PV168
Parallelism
Parallelism In Modern Applications
- Approaches:
- explicit parallelism
- thread pools
- functional paradigm
- Code example
Explicit Parallelism
- Uses synchronization primitives
- mutex, monitors, locks, atomics
- Low-level approach
- Easy to create a bug
Explicit Parallelism
- What is the difference between mutex and monitor?
- Mutex is used to control the access to the critical section.
- Monitor is a combination of mutex and condition variable.

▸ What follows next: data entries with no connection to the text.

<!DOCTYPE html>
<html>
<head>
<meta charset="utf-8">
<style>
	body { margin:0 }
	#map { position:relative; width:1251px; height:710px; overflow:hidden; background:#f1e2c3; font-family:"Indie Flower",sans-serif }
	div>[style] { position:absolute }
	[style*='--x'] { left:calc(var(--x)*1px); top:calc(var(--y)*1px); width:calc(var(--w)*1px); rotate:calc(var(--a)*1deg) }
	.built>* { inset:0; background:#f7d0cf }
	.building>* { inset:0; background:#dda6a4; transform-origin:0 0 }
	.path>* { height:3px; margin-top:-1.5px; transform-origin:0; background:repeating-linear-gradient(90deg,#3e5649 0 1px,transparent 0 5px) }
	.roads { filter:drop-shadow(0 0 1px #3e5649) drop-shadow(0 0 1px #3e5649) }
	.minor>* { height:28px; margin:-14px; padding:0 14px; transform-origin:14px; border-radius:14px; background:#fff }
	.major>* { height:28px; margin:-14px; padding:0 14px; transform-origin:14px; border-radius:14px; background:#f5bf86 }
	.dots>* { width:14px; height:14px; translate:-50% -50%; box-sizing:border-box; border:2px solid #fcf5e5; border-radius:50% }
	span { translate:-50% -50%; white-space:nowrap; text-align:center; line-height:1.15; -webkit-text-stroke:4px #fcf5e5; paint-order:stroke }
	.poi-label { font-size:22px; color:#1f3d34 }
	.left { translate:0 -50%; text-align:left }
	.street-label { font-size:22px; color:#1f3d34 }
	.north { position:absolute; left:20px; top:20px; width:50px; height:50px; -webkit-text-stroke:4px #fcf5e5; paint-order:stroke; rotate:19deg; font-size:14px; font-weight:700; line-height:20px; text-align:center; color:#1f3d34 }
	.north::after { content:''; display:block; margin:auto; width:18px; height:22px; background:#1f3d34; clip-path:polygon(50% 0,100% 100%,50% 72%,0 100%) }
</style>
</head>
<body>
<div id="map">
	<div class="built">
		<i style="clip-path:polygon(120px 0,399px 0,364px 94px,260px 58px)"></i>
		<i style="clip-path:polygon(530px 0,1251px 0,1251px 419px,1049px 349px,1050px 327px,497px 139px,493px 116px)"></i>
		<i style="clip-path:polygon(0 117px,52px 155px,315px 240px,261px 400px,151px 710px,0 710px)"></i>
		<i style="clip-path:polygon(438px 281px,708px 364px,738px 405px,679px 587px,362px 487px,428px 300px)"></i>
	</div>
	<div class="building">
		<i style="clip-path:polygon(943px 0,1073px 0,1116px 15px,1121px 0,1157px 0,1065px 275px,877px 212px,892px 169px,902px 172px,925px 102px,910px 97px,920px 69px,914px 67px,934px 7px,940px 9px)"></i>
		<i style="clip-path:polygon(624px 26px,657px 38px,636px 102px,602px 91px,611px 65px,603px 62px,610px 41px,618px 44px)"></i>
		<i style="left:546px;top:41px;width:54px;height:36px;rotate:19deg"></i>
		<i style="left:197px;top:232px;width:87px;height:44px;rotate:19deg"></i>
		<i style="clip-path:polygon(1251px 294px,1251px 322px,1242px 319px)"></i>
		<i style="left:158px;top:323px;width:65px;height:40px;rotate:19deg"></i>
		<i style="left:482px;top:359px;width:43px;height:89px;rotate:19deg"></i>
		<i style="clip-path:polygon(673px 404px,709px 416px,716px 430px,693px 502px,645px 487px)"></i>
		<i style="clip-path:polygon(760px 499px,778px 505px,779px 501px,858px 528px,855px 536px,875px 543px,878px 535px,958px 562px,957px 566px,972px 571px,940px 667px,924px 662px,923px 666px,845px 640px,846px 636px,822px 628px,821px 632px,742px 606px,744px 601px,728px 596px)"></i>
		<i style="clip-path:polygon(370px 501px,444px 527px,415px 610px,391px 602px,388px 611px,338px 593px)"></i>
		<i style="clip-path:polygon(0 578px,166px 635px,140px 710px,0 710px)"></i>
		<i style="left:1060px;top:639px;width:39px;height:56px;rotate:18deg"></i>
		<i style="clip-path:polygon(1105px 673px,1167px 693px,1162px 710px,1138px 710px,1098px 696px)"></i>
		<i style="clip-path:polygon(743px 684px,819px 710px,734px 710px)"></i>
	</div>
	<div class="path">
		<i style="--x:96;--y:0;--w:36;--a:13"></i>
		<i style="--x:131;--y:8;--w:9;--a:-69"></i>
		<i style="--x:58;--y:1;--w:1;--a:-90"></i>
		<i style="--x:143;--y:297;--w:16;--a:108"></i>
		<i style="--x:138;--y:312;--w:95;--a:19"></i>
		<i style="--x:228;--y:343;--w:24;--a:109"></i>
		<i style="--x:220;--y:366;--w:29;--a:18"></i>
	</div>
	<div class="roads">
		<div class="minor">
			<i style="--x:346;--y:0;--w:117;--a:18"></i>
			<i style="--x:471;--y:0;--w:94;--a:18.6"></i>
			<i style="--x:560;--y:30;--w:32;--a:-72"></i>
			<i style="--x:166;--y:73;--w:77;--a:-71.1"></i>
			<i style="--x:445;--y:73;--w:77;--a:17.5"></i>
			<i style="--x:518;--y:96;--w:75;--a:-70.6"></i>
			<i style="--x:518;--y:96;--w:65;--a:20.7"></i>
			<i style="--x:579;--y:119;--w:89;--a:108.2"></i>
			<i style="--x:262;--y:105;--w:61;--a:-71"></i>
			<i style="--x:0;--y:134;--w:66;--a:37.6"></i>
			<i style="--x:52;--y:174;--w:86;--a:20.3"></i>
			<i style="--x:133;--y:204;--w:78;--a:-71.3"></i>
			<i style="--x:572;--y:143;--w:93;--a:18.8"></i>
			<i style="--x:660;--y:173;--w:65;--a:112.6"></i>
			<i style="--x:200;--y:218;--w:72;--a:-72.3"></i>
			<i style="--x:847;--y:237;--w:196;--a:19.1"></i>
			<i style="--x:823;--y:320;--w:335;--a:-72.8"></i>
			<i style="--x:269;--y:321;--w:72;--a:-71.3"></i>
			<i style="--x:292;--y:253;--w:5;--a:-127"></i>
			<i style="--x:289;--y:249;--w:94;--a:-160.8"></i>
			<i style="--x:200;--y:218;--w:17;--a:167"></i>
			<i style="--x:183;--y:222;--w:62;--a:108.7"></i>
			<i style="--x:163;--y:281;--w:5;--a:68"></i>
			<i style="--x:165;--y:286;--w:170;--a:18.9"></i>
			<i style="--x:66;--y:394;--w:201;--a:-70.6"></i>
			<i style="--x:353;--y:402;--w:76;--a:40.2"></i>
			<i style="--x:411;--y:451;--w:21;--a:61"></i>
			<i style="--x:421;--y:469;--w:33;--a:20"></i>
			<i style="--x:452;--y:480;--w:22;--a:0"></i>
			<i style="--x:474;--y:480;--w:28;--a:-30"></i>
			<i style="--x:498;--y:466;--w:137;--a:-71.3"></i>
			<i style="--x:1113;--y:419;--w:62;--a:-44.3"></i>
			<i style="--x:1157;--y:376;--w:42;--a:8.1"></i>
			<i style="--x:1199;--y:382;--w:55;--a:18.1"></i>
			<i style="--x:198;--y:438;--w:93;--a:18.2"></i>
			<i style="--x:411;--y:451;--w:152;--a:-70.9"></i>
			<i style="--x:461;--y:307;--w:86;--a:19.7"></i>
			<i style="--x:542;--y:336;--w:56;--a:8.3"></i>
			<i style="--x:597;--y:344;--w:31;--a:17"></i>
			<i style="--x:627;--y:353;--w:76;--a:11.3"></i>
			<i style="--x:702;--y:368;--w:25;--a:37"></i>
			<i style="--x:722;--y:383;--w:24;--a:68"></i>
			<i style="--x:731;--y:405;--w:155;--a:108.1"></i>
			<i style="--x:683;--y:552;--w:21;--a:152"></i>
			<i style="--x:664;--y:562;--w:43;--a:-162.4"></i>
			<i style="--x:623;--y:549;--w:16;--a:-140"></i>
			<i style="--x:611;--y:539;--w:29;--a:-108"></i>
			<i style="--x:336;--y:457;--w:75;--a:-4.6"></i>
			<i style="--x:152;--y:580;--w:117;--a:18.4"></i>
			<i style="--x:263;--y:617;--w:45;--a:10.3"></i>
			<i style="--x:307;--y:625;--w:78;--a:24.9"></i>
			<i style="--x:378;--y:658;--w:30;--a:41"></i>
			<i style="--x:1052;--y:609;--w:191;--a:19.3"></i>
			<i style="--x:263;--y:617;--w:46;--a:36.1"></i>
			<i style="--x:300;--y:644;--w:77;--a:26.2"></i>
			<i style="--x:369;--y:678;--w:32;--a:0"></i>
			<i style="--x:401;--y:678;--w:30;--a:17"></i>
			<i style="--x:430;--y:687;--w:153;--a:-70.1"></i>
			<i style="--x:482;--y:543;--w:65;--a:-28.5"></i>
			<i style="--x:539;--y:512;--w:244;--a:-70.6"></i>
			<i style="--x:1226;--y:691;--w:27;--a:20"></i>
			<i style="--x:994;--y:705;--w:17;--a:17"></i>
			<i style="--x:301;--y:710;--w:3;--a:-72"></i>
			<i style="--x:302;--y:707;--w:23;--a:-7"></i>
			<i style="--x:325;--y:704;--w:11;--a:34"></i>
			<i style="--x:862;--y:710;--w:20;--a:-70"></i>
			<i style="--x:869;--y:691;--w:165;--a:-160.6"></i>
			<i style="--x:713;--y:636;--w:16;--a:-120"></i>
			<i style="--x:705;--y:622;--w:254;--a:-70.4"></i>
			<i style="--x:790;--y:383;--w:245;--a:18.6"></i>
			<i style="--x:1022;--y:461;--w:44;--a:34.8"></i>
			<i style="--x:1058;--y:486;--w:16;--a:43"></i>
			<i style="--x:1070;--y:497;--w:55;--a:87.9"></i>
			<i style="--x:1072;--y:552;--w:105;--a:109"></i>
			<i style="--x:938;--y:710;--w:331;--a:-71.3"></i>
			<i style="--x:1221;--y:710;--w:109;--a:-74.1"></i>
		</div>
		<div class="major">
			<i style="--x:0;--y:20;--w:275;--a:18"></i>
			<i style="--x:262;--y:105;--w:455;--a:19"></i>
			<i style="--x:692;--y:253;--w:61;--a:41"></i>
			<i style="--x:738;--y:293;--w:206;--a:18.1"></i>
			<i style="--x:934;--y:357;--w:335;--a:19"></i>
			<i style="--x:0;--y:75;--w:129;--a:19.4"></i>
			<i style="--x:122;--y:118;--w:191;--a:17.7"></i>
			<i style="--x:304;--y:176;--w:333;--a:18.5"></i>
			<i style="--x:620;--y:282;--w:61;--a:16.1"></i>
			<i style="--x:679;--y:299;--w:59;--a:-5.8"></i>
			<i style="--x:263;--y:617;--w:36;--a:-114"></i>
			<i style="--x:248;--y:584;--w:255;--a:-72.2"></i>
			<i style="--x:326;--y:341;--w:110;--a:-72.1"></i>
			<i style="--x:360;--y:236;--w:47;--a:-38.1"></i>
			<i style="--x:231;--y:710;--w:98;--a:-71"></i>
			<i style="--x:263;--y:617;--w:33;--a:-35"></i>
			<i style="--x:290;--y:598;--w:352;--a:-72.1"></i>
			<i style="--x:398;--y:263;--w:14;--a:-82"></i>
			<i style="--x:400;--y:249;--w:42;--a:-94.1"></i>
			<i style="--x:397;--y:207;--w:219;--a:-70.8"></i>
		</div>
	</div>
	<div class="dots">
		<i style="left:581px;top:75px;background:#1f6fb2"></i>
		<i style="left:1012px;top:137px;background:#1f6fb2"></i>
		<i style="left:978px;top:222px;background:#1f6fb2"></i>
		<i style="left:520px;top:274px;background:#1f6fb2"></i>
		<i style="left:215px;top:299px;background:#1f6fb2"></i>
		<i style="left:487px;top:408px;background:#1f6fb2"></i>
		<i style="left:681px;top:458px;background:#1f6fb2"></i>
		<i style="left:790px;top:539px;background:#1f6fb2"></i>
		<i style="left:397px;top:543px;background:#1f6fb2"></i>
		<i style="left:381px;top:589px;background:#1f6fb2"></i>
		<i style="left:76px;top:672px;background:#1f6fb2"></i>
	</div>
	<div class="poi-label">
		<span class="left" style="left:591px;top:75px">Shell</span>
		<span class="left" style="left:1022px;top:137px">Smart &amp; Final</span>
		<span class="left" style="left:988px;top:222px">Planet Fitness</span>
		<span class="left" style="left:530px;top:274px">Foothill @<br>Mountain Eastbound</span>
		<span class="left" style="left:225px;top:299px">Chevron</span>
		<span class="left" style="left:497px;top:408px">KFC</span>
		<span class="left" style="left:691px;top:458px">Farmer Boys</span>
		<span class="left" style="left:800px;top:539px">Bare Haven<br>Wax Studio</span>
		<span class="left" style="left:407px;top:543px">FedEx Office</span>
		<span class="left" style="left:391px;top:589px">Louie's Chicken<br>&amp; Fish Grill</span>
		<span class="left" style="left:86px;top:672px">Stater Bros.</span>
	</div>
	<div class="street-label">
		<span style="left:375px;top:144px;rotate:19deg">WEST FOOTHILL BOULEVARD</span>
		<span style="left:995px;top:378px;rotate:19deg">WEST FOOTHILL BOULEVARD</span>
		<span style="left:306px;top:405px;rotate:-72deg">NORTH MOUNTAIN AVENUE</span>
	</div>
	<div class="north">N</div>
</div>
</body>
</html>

- Condition variable is another synchronization primitive
- Sends notifications between threads.
Thread Pools
- Separates thread management and the job specification
- Either run-and-forget
- … or retrieve the result via
Future<T>
- The synchronization is done via thread-safe queue
- and via the
Future<T>
class when used
- Suitable for stateful classes
- Resembles to message passing in OOP
Thread Pools
Thread Pools
- One should guarantee at most one operation runs concurrently on the instance.
- Synchronization must be done also between threads and the stateful object.
- It can be achieved by adding a queue to each object.
- Furthermore, the queue in the Thread Pool becomes “the queue of queues.”
Functional Approach
- Avoids manual thread management
- Useful when data are independent to each other
- stream-based data processing
- without side-effects
- :arrow_right: not useful for stateful objects
- Read-only accesses to stateful objects are fine
Other
- fibres/coroutines
- message passing
- processes
Fibres/Coroutines
- Asynchronicity independent to threads
- Virtual function stacks
- I.e., server may have each transaction in a separate fiber.
- It would not be possible with 1:1 mapping threads to transactions.
- Remember - threads are just processes, hence large.
Message Passing
- Similar to the Thread Pool approach.
- No data sharing between classes.
- Everything passed via messages.
- The motivation is to prepare your environment for the next step
Processes
- Do not create threads, run multiple processes
- In case of crash, just once instance is down.
- Better scaling - adhoc management
- Multiprocessor execution
- may run in different data centers
- The protocol defines the correctness.